Write out every entry, unchanged. Skip any picture.

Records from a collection
========================================

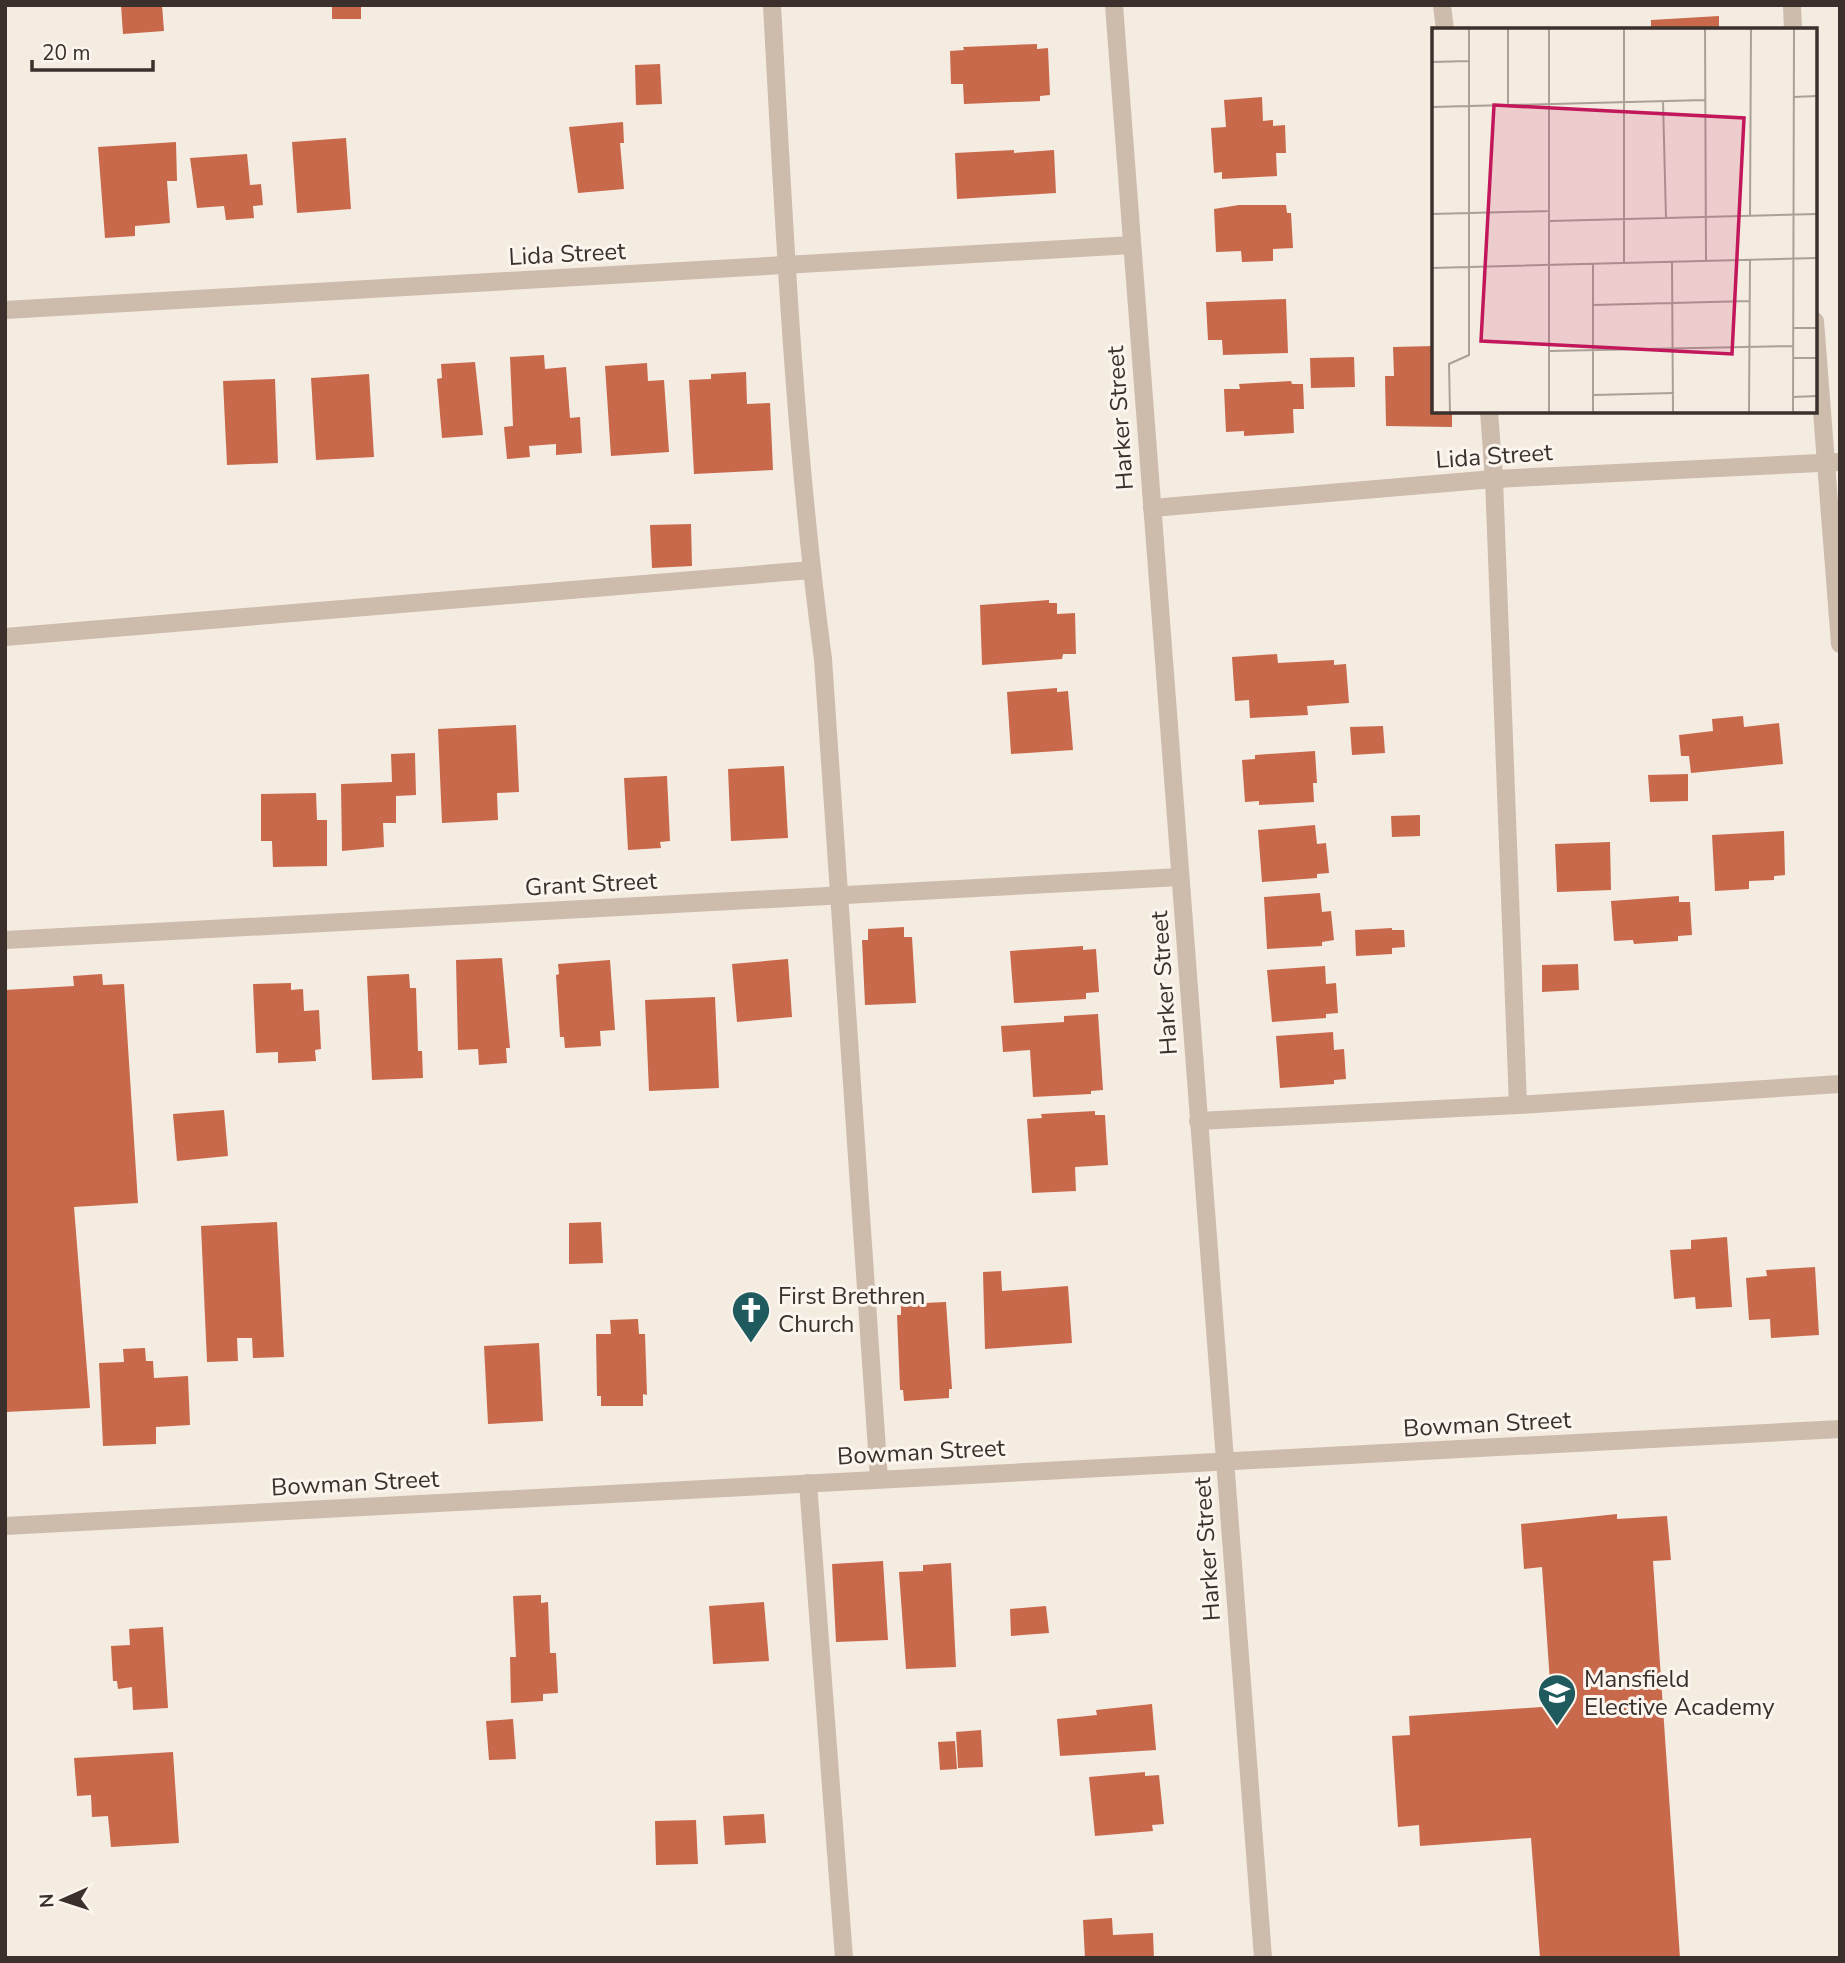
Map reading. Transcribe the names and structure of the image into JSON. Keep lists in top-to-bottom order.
{
  "streets": {
    "street": [
      "Lida Street",
      "Harker Street",
      "Grant Street",
      "Bowman Street"
    ]
  },
  "crossings": [
    ["Lida Street", "Harker Street"],
    ["Harker Street", "Grant Street"],
    ["Harker Street", "Bowman Street"]
  ],
  "places": {
    "church": ["First Brethren Church"],
    "school or university": ["Mansfield Elective Academy"]
  },
  "scale_bar": "20 m",
  "north": "left"
}
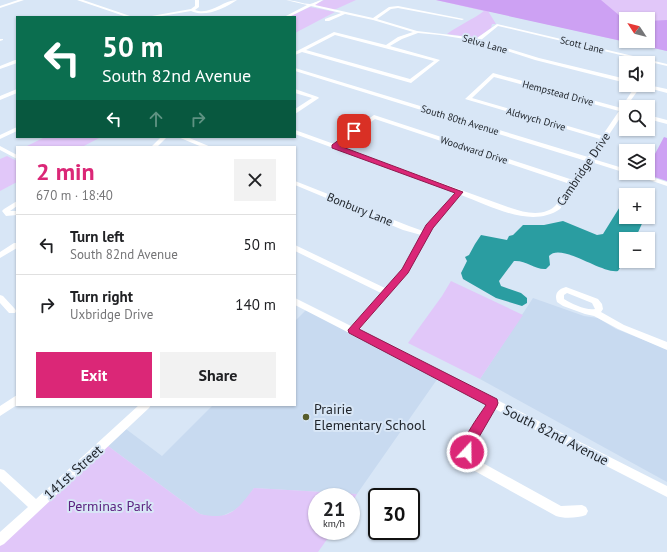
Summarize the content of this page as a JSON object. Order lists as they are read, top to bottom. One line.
{"streets":{"street":["Selva Lane","Scott Lane","Hempstead Drive","Aldwych Drive","South 80th Avenue","Woodward Drive","Cambridge Drive","Bonbury Lane","South 82nd Avenue","141st Street"]},"crossings":[["Selva Lane","Scott Lane"],["Hempstead Drive","Aldwych Drive"],["Aldwych Drive","Cambridge Drive"],["South 80th Avenue","Cambridge Drive"],["Woodward Drive","Cambridge Drive"]],"parks":["Perminas Park"],"places":["Prairie Elementary School"],"north":"top left","page":{"map_buttons":["+","−"],"turn":["50 m","South 82nd Avenue"],"heading":["2 min","670 m · 18:40"],"list":[{"name":"Turn left","note":"South 82nd Avenue","value":"50 m"},{"name":"Turn right","note":"Uxbridge Drive","value":"140 m"}],"buttons":["Exit","Share"],"speed":"21 km/h","limit":"30"}}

========================================

Your response -
Map reading. Transcribe the names and structure of the image into JSON. Keep lists in top-to-bottom order.
{
  "streets": {
    "street": [
      "Lida Street",
      "Harker Street",
      "Grant Street",
      "Bowman Street"
    ]
  },
  "crossings": [
    ["Lida Street", "Harker Street"],
    ["Harker Street", "Grant Street"],
    ["Harker Street", "Bowman Street"]
  ],
  "places": {
    "church": ["First Brethren Church"],
    "school or university": ["Mansfield Elective Academy"]
  },
  "scale_bar": "20 m",
  "north": "left"
}
Summarize the content of this page as a JSON object. Order lists as they are read, top to bottom. One line.
{"streets":{"street":["Selva Lane","Scott Lane","Hempstead Drive","Aldwych Drive","South 80th Avenue","Woodward Drive","Cambridge Drive","Bonbury Lane","South 82nd Avenue","141st Street"]},"crossings":[["Selva Lane","Scott Lane"],["Hempstead Drive","Aldwych Drive"],["Aldwych Drive","Cambridge Drive"],["South 80th Avenue","Cambridge Drive"],["Woodward Drive","Cambridge Drive"]],"parks":["Perminas Park"],"places":["Prairie Elementary School"],"north":"top left","page":{"map_buttons":["+","−"],"turn":["50 m","South 82nd Avenue"],"heading":["2 min","670 m · 18:40"],"list":[{"name":"Turn left","note":"South 82nd Avenue","value":"50 m"},{"name":"Turn right","note":"Uxbridge Drive","value":"140 m"}],"buttons":["Exit","Share"],"speed":"21 km/h","limit":"30"}}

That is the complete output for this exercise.